CUSTOMS TREATMENT OF CZECHOSLOVAKIAN SHOES

(a) Dumping.-An association of shoe manufacturers has complained that Czechoslovakian shoes are being dumped in this country. The Treasury Department has instituted an investigation, which will necessitate determining the home market price or the cost of production of the shoes in Czechoslovakia.

Pending a determination of these facts, the appraisement of the merchandise cannot be completed. If the facts warrant a finding that dumping is taking place, there will be an assessment of special antidumping duties, as provided by law. These special duties would be applicable with respect to all importations of shoes to and including the first shipment which allegedly were sold at prices which invoked the initial complaint.

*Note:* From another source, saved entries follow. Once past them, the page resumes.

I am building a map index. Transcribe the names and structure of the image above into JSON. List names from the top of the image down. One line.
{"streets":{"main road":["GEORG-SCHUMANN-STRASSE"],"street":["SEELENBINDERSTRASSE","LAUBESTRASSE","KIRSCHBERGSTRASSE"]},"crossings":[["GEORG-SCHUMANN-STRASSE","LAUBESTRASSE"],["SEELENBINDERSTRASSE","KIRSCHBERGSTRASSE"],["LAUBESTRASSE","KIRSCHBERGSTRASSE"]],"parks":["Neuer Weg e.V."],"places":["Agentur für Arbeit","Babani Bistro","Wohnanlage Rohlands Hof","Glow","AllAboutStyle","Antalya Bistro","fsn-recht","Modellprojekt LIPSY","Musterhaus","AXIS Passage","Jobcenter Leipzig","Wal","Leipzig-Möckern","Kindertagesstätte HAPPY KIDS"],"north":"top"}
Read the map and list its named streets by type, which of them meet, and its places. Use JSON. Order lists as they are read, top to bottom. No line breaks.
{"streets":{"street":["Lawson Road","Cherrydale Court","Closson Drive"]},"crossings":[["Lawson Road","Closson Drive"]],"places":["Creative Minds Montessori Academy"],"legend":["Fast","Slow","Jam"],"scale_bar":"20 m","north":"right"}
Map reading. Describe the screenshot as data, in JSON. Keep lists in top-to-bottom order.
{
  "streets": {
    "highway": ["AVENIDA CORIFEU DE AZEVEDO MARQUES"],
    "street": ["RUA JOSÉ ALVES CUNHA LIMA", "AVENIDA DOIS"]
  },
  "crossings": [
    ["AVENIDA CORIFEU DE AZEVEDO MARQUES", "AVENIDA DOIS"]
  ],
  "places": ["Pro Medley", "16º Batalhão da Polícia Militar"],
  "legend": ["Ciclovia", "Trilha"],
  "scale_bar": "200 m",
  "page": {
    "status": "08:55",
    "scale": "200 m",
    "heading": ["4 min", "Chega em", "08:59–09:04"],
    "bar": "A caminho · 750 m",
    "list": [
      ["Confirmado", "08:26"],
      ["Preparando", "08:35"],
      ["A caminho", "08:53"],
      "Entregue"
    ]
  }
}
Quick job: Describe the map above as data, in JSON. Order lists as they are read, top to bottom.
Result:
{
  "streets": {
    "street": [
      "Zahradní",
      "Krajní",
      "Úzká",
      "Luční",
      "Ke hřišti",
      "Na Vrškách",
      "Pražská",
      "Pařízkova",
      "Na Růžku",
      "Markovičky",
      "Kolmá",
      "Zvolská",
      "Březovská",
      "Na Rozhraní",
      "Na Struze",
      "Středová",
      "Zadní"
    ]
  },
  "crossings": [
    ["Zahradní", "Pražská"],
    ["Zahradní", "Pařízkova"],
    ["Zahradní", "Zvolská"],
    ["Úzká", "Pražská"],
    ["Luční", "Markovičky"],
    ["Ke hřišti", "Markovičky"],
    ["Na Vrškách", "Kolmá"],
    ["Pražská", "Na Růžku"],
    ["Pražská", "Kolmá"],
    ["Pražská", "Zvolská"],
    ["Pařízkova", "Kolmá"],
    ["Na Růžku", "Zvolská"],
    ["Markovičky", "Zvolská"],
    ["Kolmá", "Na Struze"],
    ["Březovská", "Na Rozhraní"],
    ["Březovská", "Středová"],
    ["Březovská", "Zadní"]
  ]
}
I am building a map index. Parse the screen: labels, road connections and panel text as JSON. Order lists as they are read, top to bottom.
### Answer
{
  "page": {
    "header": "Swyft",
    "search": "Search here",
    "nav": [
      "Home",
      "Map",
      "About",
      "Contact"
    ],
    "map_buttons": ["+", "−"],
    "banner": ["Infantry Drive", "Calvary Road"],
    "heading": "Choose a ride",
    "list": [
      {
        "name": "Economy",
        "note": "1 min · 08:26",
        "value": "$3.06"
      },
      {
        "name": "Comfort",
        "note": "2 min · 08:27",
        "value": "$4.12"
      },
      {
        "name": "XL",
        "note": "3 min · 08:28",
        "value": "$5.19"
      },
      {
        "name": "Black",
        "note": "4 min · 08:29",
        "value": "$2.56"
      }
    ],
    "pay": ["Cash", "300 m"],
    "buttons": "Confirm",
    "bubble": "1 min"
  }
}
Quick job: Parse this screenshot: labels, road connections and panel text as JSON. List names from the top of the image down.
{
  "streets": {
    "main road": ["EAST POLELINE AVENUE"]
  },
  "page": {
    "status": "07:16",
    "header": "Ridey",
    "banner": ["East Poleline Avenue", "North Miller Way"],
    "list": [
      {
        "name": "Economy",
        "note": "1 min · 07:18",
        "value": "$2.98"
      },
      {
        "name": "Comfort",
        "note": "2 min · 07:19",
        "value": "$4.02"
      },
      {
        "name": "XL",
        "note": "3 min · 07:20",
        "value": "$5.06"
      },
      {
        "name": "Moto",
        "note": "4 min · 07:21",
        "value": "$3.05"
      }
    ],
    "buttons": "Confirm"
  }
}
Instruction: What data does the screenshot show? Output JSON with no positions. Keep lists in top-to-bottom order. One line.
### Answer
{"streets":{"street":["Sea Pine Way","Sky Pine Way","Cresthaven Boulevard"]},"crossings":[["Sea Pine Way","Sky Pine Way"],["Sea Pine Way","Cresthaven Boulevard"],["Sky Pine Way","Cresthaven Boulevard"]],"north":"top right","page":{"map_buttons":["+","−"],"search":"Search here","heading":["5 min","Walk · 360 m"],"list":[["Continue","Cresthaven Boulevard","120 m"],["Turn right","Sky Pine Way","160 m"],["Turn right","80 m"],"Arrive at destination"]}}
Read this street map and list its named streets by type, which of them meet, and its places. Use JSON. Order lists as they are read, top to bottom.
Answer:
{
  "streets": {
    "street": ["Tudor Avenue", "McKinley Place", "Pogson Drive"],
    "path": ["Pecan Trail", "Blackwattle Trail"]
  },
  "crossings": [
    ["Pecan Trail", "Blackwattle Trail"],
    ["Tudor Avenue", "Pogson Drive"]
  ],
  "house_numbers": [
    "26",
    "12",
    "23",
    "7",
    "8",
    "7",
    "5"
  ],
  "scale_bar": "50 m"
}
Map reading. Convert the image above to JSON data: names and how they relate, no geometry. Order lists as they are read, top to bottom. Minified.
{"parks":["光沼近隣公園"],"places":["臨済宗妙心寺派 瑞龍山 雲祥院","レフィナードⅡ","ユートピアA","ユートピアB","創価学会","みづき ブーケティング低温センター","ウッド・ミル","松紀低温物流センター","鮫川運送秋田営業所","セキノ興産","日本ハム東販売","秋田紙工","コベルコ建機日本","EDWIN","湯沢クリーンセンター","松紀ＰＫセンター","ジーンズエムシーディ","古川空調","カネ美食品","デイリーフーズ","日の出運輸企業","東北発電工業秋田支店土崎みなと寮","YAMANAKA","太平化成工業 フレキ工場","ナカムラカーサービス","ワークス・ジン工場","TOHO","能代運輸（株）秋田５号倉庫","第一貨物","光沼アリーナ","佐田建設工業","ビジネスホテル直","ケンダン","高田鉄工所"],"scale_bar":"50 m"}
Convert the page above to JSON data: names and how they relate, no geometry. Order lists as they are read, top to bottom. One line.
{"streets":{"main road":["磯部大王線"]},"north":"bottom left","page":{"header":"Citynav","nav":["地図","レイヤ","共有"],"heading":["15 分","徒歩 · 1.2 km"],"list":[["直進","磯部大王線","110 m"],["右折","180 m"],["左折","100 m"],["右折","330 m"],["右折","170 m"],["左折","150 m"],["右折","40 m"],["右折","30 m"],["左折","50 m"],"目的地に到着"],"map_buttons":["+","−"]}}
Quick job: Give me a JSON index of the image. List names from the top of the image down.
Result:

(b) Inadequate marking.-Another manufacturers' association has complained that the shoes were not marked to show the country of origin in a clear and distinct manner as required by United States customs laws. Shipments are not being released from customs custody unless they are legibly and conspicuously marked. Some shoes already imported are being remarked at the importer's expense to show the country of origin in a more distinct manner. The importer has directed the manufacturer to mark future shipments more legibly. Samples taken by customs from earlier shipments appeared to be properly marked, but other samples purchased by complainant in retail stores raised a question whether more legible and conspicuous marking was not necessary. The Treasury Department would not have authority under law to bar the shoes by reason of either of the above complaints, since a dumping complaint, if sustained, results only in the assessment of special antidumping duties, while inadequate marking can be corrected by proper marking under customs custody before release.

Mr. JAVITS. So you expect the ITO will be essentially a league for purposes of trade of the free world?

Mr. THORP. That is the expectation.

Mr. JAVITS. In response to the question with respect to the so-called dollar gap do you feel that the ITO is the framework within which we want to see the free world fit, and therefore we are using dollars— now talking only on the economic side-for the purpose of bringing the free world to that point, ITO giving us the point in principle to which we want to bring it.

Mr. THORP. That is the area it covers. That is the area of international trade.

Mr. JAVITS. It is said that the charter is extremely complex. Can you tell us whether this complexity is attributable to the fact that the evils which are sought to be dealt with have grown so enormously? What is your view as to why the charter is complex?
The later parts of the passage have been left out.